* [What you are asked to do]:
From the line with "M646 1254 657" through the line with "M1380 883 1481 1197", inclusive, return each line of the data below exactly and leave the rest out.

* [Stored data]:
======

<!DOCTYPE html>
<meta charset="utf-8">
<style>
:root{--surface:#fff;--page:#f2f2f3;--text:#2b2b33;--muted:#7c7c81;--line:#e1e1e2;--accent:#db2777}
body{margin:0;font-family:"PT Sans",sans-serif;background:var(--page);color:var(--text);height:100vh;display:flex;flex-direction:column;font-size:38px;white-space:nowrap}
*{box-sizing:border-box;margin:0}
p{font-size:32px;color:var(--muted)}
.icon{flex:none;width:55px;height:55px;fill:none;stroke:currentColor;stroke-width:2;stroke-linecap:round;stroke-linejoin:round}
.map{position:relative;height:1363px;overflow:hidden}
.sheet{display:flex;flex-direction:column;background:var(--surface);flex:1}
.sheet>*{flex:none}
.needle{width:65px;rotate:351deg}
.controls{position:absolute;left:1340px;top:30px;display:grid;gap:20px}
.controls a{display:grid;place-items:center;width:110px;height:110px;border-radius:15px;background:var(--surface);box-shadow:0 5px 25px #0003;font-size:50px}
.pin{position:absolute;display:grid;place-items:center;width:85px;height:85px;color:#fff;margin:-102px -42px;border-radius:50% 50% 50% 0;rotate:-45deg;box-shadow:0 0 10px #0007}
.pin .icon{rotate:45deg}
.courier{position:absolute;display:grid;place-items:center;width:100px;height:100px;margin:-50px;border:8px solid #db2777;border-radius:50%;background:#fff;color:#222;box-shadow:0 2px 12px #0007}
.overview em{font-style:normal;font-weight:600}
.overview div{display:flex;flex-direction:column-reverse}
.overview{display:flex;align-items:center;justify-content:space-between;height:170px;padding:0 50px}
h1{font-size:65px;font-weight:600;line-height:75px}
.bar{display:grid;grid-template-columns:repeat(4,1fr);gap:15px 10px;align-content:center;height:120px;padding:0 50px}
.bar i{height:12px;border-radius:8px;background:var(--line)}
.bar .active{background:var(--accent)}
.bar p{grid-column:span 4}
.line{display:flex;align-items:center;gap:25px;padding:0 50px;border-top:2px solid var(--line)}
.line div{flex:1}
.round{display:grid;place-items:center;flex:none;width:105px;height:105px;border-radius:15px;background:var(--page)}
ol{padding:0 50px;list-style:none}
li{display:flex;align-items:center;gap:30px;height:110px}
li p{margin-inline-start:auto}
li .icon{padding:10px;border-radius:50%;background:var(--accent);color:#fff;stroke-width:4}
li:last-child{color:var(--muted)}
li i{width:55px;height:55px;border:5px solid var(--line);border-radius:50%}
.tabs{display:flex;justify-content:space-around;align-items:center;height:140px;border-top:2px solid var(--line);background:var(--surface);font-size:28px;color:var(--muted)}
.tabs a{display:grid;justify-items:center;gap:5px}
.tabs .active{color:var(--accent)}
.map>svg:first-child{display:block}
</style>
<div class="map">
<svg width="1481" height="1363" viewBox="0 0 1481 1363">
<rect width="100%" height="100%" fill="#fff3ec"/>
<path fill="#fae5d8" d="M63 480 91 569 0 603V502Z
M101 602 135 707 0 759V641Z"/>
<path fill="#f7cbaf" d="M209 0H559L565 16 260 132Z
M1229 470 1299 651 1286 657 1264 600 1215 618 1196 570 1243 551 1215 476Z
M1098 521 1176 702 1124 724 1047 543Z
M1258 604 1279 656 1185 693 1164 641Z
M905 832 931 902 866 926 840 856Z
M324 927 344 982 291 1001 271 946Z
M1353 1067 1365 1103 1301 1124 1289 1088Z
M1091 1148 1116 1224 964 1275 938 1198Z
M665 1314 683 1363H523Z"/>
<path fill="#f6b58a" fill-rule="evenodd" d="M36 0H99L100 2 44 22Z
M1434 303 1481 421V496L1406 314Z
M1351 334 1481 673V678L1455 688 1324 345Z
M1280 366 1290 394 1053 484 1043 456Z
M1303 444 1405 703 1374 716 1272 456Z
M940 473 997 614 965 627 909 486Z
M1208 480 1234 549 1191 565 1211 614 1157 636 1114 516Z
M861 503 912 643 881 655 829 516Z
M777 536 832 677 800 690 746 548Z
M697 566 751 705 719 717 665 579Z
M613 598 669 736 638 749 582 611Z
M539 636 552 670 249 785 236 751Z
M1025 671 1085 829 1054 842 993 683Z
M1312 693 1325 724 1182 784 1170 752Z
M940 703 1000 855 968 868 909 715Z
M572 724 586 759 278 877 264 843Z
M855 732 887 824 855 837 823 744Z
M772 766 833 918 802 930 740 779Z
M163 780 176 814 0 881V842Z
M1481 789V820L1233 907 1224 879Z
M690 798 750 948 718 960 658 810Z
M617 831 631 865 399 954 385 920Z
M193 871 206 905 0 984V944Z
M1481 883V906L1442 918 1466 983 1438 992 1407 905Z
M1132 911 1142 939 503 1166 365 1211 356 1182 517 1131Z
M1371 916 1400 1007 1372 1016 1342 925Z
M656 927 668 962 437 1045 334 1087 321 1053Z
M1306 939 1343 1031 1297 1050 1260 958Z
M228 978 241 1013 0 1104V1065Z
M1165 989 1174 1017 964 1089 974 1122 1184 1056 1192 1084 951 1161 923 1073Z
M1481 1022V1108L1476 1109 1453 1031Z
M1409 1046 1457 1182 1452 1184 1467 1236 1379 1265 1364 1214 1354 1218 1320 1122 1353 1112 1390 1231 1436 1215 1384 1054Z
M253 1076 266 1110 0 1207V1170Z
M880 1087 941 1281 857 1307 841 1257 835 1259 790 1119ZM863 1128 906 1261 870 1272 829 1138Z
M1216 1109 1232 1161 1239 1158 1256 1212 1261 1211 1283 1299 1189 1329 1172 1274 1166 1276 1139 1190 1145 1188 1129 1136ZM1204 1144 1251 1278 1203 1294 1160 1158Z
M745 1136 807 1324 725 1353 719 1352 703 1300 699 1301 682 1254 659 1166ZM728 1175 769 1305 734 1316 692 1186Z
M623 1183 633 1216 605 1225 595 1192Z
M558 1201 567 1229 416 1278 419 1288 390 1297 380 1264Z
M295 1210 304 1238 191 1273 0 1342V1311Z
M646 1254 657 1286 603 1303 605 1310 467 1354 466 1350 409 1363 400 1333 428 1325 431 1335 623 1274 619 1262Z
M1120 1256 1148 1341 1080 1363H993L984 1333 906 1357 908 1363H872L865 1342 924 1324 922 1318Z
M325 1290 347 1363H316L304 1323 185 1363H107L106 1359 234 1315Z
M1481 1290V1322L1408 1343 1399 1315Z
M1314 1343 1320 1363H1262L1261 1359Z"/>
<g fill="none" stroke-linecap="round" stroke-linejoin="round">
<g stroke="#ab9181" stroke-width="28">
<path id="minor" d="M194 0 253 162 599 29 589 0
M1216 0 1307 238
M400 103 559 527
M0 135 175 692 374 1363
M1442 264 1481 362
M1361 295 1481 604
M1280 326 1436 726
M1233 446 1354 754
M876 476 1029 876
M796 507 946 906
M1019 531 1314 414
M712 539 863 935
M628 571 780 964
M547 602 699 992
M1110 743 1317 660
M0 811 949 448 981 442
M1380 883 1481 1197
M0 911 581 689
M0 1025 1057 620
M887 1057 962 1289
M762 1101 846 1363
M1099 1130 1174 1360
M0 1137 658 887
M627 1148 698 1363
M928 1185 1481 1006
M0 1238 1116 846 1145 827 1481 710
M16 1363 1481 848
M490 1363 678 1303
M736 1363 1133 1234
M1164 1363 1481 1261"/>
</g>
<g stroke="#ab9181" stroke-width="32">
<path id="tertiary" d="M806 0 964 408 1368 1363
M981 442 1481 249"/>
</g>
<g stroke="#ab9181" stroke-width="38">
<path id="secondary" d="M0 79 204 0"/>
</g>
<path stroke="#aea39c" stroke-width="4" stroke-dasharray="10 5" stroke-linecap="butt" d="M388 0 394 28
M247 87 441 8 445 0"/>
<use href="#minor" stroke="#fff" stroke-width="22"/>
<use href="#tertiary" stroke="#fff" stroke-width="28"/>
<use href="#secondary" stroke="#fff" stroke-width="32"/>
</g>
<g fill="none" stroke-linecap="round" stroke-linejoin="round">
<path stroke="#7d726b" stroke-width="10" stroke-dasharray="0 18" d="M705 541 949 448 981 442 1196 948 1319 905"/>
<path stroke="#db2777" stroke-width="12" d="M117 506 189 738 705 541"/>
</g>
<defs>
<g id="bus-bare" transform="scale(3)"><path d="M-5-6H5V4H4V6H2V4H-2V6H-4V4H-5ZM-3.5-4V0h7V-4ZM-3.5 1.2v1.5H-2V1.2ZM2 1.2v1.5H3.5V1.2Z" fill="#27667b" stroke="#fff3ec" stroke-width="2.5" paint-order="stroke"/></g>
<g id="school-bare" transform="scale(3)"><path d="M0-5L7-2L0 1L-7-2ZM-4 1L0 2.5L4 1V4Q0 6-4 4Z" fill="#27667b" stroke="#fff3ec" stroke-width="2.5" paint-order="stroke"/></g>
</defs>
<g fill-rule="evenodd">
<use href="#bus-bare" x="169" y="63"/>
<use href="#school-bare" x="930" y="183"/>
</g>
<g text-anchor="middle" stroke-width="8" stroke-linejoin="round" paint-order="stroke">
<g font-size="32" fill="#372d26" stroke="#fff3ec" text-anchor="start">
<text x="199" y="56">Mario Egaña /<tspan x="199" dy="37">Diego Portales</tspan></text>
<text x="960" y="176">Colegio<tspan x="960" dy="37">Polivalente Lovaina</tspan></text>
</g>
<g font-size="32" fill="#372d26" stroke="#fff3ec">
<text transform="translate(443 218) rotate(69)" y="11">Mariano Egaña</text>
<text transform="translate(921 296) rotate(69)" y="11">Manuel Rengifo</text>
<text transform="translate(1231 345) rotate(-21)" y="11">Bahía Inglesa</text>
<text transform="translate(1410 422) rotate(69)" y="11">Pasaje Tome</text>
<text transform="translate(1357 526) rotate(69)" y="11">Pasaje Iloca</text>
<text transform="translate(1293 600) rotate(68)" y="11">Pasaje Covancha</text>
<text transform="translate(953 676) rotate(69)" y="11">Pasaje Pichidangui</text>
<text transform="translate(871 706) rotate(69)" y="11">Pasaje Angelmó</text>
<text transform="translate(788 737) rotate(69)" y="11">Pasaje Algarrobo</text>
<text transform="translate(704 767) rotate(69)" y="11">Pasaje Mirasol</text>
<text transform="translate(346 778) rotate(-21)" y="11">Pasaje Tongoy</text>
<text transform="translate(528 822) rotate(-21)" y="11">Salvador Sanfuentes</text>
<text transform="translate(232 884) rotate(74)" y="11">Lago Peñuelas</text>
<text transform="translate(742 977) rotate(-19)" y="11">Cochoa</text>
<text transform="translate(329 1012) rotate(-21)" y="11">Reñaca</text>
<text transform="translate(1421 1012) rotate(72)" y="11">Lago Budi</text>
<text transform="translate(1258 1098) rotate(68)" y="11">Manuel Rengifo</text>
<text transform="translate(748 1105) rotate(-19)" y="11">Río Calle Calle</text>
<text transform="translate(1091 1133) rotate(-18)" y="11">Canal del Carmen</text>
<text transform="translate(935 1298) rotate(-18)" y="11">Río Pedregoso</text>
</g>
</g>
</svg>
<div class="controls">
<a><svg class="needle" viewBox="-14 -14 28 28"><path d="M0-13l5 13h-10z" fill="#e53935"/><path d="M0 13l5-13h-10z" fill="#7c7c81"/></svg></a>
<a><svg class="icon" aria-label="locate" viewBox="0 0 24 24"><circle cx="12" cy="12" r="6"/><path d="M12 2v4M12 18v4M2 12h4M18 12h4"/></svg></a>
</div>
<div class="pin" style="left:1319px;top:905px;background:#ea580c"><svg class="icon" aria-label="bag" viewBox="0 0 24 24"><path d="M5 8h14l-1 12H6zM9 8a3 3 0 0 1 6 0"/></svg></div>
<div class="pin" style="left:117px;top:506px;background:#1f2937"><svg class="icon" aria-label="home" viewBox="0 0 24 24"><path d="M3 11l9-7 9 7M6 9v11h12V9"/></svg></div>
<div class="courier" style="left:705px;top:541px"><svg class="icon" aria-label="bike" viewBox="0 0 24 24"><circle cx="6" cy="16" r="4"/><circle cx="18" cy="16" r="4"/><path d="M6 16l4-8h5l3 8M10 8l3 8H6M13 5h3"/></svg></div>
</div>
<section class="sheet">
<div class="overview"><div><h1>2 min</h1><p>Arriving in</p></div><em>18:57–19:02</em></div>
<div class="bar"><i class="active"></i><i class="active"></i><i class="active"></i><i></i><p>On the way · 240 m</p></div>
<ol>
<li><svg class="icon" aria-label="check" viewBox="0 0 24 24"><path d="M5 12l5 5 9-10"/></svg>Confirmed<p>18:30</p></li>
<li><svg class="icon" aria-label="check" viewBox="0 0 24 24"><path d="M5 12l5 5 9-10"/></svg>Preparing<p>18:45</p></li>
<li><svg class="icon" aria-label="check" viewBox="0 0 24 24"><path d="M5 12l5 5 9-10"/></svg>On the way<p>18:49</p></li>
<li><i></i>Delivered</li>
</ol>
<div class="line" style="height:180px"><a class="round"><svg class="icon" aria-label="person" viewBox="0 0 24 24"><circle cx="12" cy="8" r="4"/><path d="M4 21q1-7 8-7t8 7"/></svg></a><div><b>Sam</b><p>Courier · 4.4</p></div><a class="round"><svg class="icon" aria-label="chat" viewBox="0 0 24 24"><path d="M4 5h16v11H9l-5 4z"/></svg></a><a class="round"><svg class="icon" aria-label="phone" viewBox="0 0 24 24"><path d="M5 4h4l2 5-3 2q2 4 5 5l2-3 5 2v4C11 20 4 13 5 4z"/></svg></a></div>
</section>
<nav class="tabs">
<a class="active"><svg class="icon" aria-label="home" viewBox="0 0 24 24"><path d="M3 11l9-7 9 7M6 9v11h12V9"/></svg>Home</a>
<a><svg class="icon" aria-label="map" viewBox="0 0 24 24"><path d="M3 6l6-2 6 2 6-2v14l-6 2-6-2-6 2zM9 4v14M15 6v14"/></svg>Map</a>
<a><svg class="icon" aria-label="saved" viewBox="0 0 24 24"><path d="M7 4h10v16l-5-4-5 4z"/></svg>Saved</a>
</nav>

======

* [Answer to this problem]:
M646 1254 657 1286 603 1303 605 1310 467 1354 466 1350 409 1363 400 1333 428 1325 431 1335 623 1274 619 1262Z
M1120 1256 1148 1341 1080 1363H993L984 1333 906 1357 908 1363H872L865 1342 924 1324 922 1318Z
M325 1290 347 1363H316L304 1323 185 1363H107L106 1359 234 1315Z
M1481 1290V1322L1408 1343 1399 1315Z
M1314 1343 1320 1363H1262L1261 1359Z"/>
<g fill="none" stroke-linecap="round" stroke-linejoin="round">
<g stroke="#ab9181" stroke-width="28">
<path id="minor" d="M194 0 253 162 599 29 589 0
M1216 0 1307 238
M400 103 559 527
M0 135 175 692 374 1363
M1442 264 1481 362
M1361 295 1481 604
M1280 326 1436 726
M1233 446 1354 754
M876 476 1029 876
M796 507 946 906
M1019 531 1314 414
M712 539 863 935
M628 571 780 964
M547 602 699 992
M1110 743 1317 660
M0 811 949 448 981 442
M1380 883 1481 1197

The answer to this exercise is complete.